= Beginning of Section =

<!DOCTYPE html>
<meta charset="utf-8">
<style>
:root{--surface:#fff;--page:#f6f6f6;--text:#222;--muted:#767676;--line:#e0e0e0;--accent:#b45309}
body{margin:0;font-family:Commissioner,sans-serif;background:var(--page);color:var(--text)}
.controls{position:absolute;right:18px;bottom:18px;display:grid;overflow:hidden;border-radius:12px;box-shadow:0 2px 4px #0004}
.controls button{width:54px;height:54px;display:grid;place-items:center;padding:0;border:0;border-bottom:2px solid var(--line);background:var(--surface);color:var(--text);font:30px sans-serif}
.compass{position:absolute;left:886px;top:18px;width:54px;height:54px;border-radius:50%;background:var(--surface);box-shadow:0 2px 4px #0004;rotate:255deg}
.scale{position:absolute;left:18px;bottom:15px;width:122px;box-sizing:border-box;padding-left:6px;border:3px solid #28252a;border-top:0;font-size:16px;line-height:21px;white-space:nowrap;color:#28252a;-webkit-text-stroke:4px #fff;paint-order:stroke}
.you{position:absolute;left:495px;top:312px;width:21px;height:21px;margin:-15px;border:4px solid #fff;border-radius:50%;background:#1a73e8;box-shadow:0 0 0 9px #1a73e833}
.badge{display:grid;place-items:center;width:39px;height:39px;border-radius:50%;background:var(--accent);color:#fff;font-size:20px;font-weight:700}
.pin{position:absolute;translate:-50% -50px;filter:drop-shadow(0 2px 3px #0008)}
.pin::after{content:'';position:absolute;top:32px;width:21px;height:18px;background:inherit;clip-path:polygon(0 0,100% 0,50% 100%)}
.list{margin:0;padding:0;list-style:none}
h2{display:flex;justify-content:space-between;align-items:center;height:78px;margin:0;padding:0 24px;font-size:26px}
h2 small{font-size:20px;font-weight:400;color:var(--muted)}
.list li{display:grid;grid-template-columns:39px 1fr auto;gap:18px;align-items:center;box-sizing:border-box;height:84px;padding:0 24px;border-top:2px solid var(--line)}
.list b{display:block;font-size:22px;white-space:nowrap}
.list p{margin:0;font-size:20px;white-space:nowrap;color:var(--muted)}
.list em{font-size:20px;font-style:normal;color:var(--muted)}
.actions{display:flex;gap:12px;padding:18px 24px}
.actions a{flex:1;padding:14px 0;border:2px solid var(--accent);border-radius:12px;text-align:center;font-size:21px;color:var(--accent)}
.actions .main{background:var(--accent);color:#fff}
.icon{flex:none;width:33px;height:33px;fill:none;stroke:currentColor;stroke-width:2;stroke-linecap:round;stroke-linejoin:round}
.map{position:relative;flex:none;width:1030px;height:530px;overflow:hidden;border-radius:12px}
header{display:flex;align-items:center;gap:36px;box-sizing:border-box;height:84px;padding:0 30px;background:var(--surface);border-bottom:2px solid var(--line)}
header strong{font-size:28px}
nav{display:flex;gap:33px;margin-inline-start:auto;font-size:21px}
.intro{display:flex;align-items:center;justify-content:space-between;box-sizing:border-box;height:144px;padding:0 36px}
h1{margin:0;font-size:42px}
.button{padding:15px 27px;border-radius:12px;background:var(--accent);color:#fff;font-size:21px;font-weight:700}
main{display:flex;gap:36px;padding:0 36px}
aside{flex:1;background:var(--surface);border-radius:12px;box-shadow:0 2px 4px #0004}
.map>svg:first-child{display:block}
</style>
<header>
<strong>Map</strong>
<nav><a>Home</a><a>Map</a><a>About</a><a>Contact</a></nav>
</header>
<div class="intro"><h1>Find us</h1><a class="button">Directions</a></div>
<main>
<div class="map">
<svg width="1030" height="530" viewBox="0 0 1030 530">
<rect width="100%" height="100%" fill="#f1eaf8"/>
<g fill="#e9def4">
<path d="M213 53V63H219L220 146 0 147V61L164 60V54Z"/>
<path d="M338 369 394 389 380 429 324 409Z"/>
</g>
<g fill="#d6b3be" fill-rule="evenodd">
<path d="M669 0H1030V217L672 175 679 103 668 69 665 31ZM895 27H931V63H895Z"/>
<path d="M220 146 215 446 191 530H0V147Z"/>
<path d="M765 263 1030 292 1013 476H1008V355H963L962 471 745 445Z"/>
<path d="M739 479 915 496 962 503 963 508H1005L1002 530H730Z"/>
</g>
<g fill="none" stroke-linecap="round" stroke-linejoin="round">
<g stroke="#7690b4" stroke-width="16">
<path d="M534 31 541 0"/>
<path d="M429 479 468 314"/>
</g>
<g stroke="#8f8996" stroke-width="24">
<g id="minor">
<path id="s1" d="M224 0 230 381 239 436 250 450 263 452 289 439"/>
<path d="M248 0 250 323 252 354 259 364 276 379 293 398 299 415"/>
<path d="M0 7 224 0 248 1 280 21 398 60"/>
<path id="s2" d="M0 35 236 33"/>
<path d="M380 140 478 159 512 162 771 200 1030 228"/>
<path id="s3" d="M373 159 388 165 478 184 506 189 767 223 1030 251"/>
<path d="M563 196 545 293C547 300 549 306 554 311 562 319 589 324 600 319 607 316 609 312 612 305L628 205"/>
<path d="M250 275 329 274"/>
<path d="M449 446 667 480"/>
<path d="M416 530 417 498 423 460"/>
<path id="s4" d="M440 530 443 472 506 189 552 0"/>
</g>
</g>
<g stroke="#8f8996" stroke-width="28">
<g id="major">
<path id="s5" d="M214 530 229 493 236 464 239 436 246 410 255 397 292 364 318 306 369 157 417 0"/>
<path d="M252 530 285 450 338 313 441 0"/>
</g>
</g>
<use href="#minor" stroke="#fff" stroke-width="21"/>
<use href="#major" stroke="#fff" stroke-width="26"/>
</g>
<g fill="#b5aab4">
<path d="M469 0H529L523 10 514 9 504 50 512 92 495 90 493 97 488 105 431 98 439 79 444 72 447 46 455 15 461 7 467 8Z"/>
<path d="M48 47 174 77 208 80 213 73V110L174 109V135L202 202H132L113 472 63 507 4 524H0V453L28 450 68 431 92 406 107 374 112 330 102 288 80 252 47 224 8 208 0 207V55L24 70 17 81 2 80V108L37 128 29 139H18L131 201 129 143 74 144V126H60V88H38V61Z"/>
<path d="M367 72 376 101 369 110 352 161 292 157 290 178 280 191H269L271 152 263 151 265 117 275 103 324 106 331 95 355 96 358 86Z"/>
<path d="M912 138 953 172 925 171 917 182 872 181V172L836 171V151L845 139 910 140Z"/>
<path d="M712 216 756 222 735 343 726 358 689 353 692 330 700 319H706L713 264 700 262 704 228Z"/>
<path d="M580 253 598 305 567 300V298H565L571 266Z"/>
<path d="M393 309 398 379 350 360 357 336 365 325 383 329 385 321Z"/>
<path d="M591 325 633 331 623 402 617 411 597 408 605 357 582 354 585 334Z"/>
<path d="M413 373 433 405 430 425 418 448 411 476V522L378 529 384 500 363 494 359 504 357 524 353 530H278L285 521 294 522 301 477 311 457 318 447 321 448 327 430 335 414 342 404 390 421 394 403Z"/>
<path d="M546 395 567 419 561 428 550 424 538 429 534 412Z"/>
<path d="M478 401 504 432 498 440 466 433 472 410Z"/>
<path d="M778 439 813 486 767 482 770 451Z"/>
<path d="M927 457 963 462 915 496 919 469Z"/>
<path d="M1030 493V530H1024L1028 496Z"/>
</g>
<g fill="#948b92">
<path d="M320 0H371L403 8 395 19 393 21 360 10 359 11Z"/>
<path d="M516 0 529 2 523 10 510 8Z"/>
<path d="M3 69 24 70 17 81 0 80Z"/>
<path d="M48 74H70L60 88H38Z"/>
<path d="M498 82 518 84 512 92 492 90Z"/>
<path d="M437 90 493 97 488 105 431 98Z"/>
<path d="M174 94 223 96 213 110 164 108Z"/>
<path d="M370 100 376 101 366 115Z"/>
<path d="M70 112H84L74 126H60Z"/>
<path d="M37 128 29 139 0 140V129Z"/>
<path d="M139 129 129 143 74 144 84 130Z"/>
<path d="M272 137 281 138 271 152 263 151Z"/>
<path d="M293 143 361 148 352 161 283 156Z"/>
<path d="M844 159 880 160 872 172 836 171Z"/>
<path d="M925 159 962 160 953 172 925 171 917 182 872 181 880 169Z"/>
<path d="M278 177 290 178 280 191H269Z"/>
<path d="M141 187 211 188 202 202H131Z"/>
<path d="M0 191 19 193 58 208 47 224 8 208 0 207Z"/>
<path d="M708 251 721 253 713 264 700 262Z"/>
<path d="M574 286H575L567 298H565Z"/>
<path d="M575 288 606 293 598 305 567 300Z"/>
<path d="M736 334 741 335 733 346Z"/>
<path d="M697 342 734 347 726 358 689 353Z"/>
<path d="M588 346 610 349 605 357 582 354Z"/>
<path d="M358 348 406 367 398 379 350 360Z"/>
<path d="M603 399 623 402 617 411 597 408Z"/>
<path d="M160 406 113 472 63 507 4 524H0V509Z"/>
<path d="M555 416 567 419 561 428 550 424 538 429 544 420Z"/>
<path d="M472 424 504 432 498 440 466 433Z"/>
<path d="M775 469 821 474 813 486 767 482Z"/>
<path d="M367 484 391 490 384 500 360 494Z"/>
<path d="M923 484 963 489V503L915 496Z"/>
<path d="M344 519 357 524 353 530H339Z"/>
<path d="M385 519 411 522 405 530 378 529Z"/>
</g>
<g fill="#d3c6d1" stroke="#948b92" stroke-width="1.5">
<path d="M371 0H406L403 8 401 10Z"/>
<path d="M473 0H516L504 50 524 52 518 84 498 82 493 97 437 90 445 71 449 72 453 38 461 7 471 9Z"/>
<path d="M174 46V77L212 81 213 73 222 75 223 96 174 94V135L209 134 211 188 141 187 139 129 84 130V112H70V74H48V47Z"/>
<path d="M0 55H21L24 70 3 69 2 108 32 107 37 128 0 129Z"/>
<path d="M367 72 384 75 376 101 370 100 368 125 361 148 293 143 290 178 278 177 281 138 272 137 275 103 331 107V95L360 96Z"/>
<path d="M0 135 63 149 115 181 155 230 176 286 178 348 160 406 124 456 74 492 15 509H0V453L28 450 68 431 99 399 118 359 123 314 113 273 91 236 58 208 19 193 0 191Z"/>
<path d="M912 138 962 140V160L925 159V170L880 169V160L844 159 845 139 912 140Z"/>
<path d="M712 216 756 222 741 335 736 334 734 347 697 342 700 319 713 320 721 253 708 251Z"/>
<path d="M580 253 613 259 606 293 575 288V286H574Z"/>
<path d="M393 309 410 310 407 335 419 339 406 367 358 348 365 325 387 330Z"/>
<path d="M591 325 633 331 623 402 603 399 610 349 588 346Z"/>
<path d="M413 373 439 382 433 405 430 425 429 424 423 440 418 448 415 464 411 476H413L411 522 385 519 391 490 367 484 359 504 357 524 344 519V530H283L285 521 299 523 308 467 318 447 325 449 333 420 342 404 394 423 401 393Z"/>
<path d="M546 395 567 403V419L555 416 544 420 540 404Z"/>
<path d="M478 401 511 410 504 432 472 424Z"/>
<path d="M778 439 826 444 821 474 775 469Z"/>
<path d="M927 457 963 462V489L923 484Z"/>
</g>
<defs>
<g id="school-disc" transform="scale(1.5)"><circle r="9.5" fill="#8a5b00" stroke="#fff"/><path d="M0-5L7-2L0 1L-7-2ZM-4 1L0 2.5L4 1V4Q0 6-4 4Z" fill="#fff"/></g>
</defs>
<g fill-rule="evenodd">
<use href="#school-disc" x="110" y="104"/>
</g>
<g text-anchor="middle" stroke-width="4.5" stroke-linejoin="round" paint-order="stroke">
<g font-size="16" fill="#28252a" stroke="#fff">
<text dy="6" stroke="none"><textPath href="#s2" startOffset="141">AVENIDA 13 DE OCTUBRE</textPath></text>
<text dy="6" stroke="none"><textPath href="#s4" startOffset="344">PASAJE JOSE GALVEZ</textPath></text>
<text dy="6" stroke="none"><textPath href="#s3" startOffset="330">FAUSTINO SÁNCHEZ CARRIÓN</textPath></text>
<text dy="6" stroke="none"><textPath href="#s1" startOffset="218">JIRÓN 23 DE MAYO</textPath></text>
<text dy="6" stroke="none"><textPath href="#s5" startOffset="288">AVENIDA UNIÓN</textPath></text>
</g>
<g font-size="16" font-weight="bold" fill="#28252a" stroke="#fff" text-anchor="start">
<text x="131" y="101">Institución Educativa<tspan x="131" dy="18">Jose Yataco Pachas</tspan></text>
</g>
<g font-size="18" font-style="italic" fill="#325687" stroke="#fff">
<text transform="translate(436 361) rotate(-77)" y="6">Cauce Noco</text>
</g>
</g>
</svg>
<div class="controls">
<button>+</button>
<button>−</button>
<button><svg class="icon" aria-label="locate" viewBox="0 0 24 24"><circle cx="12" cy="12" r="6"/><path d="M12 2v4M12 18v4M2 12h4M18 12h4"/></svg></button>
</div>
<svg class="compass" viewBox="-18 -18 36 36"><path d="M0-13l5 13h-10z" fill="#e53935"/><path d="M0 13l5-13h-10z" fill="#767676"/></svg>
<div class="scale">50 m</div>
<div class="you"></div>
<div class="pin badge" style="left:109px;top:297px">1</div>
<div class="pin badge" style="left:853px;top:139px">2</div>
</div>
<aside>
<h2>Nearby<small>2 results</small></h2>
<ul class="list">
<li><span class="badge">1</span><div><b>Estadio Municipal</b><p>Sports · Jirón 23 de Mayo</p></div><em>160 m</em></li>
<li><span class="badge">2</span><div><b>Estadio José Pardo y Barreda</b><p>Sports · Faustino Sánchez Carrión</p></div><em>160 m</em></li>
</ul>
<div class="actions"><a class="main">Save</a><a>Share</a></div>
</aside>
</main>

= End of Section =
= Beginning of Section =

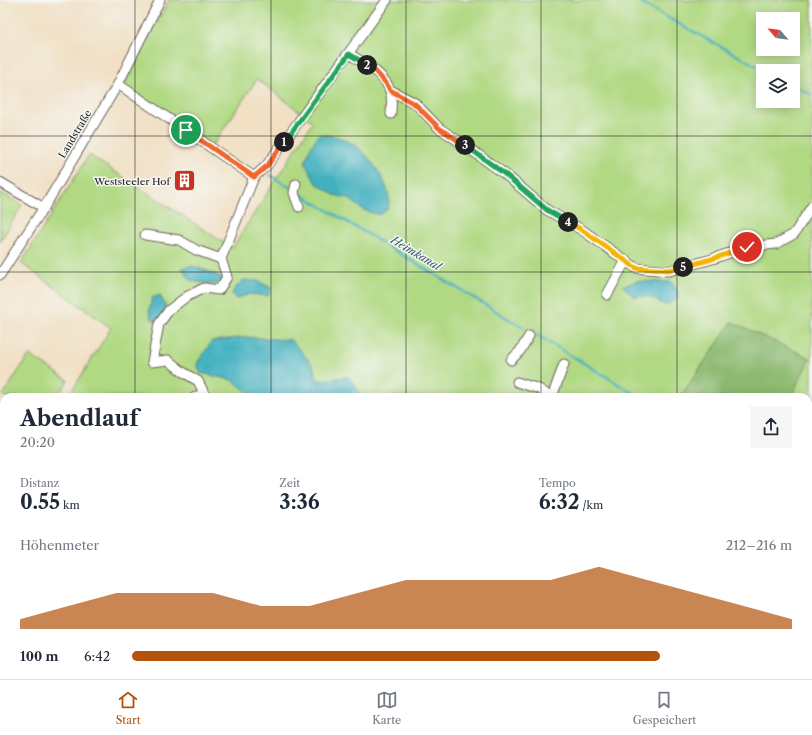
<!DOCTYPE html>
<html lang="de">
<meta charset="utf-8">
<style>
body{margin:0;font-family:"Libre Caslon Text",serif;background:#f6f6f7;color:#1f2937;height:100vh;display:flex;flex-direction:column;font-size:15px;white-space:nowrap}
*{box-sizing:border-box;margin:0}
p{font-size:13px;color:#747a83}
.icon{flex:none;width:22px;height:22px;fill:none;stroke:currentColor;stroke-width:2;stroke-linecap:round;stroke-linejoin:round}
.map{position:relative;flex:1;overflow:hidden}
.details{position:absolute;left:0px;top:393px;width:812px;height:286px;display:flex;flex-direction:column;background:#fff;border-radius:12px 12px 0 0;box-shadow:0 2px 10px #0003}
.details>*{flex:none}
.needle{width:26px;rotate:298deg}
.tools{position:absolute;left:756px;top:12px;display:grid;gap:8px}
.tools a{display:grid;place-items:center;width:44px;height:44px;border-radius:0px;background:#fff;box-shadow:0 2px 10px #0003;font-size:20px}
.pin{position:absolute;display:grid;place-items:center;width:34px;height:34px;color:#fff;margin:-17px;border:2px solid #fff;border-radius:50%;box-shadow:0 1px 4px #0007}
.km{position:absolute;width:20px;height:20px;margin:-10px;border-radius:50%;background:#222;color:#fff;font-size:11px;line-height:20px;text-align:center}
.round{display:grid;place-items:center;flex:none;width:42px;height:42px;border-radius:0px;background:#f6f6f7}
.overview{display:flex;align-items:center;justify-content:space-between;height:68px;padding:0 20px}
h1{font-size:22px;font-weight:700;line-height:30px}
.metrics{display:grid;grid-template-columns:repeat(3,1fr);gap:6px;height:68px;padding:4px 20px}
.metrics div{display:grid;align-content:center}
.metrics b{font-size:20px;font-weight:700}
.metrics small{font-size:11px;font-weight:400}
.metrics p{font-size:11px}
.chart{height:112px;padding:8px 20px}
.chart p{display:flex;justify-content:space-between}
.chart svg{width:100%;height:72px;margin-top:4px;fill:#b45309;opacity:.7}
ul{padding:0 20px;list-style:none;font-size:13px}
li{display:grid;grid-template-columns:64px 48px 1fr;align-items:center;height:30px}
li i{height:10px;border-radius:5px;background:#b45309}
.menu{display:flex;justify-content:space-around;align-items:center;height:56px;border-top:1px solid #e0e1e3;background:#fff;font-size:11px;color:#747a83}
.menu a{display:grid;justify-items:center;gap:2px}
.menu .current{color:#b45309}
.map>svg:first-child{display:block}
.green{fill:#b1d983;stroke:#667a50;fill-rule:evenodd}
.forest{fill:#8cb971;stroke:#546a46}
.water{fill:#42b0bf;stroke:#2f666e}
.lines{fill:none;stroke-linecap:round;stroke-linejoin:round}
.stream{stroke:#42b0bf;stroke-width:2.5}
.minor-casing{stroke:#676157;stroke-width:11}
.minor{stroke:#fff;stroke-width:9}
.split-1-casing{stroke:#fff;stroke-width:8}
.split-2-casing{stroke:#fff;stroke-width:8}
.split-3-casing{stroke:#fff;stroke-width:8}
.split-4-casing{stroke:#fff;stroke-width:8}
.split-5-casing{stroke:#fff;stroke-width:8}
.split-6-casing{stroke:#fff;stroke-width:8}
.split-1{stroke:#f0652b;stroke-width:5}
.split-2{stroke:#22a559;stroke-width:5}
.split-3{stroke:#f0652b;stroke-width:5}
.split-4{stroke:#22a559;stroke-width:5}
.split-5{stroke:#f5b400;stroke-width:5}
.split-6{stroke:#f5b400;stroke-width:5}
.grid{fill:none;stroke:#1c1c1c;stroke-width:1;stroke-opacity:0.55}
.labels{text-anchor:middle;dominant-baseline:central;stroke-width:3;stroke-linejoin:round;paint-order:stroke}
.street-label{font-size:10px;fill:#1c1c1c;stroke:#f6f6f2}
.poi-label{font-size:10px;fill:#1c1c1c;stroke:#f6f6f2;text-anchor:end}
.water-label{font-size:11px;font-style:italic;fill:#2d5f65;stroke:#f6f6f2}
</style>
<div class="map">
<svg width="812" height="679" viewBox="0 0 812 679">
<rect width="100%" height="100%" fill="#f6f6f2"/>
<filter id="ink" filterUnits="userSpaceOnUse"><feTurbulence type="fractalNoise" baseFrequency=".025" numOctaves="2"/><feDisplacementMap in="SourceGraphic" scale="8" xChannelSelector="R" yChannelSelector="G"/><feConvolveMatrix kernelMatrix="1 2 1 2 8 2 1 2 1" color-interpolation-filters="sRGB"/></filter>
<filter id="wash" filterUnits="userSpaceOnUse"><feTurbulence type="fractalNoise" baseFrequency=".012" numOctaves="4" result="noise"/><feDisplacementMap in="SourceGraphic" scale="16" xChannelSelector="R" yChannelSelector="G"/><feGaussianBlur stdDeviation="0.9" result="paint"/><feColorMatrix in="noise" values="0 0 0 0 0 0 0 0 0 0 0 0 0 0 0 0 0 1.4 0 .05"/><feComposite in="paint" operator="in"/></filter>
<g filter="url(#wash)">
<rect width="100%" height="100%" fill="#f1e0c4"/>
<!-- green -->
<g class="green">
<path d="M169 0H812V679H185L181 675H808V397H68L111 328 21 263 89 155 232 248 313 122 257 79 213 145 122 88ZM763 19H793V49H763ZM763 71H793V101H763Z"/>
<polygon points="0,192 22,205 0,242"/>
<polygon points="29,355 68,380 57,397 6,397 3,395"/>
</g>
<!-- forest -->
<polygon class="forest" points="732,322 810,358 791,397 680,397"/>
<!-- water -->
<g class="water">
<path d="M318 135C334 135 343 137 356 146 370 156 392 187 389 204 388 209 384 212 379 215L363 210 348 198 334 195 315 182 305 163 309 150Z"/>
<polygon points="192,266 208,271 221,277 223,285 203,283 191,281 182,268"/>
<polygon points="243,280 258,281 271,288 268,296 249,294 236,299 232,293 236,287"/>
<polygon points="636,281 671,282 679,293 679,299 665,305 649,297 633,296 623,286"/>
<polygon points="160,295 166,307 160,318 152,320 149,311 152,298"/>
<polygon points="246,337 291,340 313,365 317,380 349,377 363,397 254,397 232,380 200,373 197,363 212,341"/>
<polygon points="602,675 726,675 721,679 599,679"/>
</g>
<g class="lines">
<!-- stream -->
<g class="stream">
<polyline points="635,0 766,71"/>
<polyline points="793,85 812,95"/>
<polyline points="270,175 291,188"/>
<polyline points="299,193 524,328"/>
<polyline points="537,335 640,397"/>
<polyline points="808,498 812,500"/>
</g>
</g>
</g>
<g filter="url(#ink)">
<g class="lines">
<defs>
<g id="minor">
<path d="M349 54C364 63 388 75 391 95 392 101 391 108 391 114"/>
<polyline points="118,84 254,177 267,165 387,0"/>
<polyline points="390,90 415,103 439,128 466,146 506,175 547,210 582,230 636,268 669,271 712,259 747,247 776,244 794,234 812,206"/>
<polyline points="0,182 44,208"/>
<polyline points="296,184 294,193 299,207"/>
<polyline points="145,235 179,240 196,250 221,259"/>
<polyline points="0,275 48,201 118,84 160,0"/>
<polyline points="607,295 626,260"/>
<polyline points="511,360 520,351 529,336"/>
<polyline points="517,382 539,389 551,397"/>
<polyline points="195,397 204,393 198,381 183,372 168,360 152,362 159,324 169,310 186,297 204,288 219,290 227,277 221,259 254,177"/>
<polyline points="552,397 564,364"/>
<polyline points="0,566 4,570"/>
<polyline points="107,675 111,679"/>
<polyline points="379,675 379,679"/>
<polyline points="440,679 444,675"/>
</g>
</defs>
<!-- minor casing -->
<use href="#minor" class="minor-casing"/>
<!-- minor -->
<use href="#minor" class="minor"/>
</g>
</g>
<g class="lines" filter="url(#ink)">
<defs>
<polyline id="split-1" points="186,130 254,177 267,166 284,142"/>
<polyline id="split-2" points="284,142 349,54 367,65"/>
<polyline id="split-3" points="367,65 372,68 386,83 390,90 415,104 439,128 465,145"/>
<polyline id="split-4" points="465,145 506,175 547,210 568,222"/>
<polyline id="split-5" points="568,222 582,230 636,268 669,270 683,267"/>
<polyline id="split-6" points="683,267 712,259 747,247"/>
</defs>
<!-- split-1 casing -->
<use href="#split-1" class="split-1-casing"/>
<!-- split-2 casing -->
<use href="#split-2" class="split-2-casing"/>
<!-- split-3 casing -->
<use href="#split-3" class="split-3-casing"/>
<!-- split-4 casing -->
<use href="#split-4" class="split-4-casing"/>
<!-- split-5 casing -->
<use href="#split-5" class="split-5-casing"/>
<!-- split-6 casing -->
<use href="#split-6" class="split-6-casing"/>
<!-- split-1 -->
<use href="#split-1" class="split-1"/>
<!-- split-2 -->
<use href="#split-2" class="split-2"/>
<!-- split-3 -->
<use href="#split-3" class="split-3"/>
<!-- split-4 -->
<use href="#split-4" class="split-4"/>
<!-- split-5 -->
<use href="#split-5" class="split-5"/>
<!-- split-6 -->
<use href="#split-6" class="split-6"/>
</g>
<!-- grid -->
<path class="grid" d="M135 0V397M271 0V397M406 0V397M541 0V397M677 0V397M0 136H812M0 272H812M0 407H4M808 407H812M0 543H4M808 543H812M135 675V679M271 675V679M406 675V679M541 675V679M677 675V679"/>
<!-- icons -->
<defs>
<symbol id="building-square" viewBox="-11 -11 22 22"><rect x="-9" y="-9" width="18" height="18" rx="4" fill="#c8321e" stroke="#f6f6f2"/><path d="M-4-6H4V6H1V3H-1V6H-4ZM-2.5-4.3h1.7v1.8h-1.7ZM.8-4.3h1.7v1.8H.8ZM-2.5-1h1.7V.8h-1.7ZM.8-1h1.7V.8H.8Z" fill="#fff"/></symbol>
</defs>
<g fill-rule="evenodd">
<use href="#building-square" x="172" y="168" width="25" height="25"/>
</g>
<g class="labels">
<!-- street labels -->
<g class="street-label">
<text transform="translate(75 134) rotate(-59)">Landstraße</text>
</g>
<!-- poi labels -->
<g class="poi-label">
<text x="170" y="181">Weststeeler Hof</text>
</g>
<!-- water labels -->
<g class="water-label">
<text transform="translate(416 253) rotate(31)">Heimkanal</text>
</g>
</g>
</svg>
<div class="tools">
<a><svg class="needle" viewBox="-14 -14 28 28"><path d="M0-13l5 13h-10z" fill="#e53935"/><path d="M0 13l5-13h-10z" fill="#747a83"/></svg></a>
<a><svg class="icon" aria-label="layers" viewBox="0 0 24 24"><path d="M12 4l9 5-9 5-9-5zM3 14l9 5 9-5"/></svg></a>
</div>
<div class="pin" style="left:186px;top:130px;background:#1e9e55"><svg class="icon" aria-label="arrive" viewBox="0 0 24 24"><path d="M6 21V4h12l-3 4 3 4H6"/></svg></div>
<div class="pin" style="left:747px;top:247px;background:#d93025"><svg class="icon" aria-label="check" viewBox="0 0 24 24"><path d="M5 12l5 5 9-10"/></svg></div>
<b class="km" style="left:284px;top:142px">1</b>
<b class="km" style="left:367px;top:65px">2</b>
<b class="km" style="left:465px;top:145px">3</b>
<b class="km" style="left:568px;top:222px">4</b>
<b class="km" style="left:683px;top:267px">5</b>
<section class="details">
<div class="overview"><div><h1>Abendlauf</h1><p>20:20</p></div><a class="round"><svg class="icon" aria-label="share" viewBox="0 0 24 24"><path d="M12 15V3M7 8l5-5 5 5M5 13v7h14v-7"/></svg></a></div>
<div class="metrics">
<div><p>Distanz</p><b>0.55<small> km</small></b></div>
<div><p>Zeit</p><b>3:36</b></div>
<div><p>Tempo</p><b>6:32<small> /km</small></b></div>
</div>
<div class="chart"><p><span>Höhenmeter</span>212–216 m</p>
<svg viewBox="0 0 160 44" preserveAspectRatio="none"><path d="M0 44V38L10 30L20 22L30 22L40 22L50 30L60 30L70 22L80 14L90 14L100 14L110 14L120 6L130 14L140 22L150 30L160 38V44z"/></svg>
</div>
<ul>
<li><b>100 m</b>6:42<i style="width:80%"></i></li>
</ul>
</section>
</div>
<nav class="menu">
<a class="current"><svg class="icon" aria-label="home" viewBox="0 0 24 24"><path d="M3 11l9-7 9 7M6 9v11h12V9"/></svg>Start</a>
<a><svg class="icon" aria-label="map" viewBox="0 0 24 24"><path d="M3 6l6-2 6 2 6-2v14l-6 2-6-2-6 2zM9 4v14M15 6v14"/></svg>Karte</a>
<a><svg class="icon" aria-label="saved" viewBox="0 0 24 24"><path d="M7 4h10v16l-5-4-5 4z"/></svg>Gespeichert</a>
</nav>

= End of Section =

Exercise brief: In the entries above, locate every line with the word "strong" and copy it.

Task response:
header strong{font-size:28px}
<strong>Map</strong>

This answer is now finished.